◆ Required action: Match on the string "canvas" in the entries below and return every matching line.

◆ Input material:
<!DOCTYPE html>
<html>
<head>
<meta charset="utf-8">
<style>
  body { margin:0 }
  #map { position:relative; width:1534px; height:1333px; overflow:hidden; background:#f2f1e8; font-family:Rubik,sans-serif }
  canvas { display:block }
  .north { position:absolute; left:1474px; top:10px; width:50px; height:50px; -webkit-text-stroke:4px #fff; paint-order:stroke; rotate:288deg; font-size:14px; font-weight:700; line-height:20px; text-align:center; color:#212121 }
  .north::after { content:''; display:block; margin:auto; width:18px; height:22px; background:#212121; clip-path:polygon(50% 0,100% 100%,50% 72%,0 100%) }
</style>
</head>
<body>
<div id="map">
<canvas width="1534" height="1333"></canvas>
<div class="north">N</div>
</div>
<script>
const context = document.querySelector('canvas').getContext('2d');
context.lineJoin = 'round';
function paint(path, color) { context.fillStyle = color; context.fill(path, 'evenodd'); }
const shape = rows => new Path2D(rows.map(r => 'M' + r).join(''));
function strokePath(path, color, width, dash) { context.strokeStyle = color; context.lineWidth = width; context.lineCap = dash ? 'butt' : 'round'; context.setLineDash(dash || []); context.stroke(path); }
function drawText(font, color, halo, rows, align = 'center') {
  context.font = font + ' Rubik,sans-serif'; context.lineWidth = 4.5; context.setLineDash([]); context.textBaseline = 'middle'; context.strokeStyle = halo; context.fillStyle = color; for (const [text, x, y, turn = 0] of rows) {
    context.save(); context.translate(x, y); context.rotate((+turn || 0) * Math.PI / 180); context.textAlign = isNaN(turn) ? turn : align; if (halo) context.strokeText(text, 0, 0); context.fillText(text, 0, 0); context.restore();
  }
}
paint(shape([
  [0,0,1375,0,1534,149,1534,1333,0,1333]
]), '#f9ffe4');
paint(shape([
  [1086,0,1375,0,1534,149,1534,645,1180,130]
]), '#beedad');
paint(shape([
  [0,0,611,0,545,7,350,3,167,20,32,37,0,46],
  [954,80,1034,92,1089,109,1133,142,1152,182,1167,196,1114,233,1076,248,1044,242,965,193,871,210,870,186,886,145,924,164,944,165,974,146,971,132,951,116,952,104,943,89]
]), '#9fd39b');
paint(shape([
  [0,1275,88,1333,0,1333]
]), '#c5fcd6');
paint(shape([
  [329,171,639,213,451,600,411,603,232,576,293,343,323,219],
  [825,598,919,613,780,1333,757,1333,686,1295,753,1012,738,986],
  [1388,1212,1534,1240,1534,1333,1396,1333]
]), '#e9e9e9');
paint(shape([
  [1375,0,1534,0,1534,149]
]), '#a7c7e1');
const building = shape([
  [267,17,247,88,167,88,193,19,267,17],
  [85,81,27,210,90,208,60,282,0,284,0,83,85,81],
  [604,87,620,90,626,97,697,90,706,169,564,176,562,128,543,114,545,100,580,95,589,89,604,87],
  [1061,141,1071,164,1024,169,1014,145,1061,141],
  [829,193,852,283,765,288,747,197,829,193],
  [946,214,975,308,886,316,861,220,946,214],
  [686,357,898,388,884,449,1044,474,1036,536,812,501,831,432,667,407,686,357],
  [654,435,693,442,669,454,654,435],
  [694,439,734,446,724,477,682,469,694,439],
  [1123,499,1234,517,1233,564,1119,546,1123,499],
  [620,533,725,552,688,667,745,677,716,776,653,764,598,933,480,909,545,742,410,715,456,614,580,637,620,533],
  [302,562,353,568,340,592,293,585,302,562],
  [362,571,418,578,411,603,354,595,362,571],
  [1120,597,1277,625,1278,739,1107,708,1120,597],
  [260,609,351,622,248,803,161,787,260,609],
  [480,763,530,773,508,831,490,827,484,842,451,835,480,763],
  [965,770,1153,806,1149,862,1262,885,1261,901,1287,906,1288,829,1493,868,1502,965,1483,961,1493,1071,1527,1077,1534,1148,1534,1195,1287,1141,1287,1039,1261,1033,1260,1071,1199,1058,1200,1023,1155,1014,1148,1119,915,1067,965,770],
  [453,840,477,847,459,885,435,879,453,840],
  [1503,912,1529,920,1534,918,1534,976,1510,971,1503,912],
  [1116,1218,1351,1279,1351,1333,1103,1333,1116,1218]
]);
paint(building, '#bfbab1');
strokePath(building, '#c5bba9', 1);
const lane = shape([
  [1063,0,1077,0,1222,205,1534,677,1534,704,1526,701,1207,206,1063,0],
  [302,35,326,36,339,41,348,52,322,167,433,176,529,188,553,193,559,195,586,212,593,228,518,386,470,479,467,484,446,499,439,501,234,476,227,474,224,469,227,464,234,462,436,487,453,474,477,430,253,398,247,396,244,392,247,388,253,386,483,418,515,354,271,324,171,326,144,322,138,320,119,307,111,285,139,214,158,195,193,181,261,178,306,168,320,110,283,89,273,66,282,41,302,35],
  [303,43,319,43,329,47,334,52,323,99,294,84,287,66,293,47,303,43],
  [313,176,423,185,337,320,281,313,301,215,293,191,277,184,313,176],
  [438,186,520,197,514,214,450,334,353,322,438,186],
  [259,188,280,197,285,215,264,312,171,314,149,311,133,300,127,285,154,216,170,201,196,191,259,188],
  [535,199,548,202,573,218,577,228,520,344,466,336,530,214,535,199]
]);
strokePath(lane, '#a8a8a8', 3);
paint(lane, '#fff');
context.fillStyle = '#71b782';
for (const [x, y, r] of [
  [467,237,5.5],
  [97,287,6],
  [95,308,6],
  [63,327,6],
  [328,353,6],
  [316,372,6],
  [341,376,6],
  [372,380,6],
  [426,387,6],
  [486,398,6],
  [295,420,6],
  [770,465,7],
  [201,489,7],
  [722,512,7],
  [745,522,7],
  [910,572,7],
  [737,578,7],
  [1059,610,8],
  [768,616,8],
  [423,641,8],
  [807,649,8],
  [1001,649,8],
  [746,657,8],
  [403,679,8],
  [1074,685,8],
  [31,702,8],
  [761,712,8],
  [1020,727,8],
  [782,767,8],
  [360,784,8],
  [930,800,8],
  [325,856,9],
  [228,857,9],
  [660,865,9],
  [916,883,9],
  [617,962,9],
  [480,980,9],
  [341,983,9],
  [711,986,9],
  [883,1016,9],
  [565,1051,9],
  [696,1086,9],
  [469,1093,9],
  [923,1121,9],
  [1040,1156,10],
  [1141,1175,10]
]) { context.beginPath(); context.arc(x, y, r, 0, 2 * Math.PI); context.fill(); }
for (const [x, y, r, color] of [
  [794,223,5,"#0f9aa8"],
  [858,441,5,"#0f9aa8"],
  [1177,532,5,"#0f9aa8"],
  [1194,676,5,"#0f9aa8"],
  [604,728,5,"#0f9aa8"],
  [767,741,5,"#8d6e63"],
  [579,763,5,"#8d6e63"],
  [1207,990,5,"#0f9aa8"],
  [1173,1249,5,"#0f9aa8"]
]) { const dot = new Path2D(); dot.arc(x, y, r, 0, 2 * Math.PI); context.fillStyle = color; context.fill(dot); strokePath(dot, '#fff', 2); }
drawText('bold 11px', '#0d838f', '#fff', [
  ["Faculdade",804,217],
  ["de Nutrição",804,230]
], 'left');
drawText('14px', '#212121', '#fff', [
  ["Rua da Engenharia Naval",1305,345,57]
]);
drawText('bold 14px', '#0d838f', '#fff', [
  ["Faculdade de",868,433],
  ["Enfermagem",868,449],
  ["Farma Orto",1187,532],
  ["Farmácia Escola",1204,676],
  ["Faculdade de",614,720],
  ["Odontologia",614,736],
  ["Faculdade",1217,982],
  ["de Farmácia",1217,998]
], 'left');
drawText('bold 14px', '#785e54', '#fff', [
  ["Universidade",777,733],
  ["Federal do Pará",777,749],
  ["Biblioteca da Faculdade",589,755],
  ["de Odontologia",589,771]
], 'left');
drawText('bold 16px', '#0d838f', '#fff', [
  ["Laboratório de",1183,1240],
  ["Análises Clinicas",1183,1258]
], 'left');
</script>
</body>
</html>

◆ Answer to this problem:
  canvas { display:block }
<canvas width="1534" height="1333"></canvas>
const context = document.querySelector('canvas').getContext('2d');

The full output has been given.